Work request
Exact copies of all the entries are required.

Available records
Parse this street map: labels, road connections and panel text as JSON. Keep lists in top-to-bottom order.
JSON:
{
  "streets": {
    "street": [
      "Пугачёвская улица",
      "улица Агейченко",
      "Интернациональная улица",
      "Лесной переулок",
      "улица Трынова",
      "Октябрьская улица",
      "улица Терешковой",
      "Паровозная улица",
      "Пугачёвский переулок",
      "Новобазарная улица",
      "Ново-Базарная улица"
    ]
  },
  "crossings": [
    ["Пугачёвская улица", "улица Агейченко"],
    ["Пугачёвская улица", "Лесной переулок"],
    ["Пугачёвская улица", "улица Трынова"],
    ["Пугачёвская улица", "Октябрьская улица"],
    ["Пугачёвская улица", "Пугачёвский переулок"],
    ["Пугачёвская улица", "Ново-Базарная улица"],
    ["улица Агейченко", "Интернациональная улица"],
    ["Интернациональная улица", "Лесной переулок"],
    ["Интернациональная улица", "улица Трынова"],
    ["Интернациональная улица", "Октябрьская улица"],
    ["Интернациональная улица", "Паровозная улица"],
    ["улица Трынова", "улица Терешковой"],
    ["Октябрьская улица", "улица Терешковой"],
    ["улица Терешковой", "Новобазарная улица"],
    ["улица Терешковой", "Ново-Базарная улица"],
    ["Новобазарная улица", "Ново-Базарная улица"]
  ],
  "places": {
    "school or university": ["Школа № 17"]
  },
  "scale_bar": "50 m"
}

Result
Parse this street map: labels, road connections and panel text as JSON. Keep lists in top-to-bottom order.
JSON:
{
  "streets": {
    "street": [
      "Пугачёвская улица",
      "улица Агейченко",
      "Интернациональная улица",
      "Лесной переулок",
      "улица Трынова",
      "Октябрьская улица",
      "улица Терешковой",
      "Паровозная улица",
      "Пугачёвский переулок",
      "Новобазарная улица",
      "Ново-Базарная улица"
    ]
  },
  "crossings": [
    ["Пугачёвская улица", "улица Агейченко"],
    ["Пугачёвская улица", "Лесной переулок"],
    ["Пугачёвская улица", "улица Трынова"],
    ["Пугачёвская улица", "Октябрьская улица"],
    ["Пугачёвская улица", "Пугачёвский переулок"],
    ["Пугачёвская улица", "Ново-Базарная улица"],
    ["улица Агейченко", "Интернациональная улица"],
    ["Интернациональная улица", "Лесной переулок"],
    ["Интернациональная улица", "улица Трынова"],
    ["Интернациональная улица", "Октябрьская улица"],
    ["Интернациональная улица", "Паровозная улица"],
    ["улица Трынова", "улица Терешковой"],
    ["Октябрьская улица", "улица Терешковой"],
    ["улица Терешковой", "Новобазарная улица"],
    ["улица Терешковой", "Ново-Базарная улица"],
    ["Новобазарная улица", "Ново-Базарная улица"]
  ],
  "places": {
    "school or university": ["Школа № 17"]
  },
  "scale_bar": "50 m"
}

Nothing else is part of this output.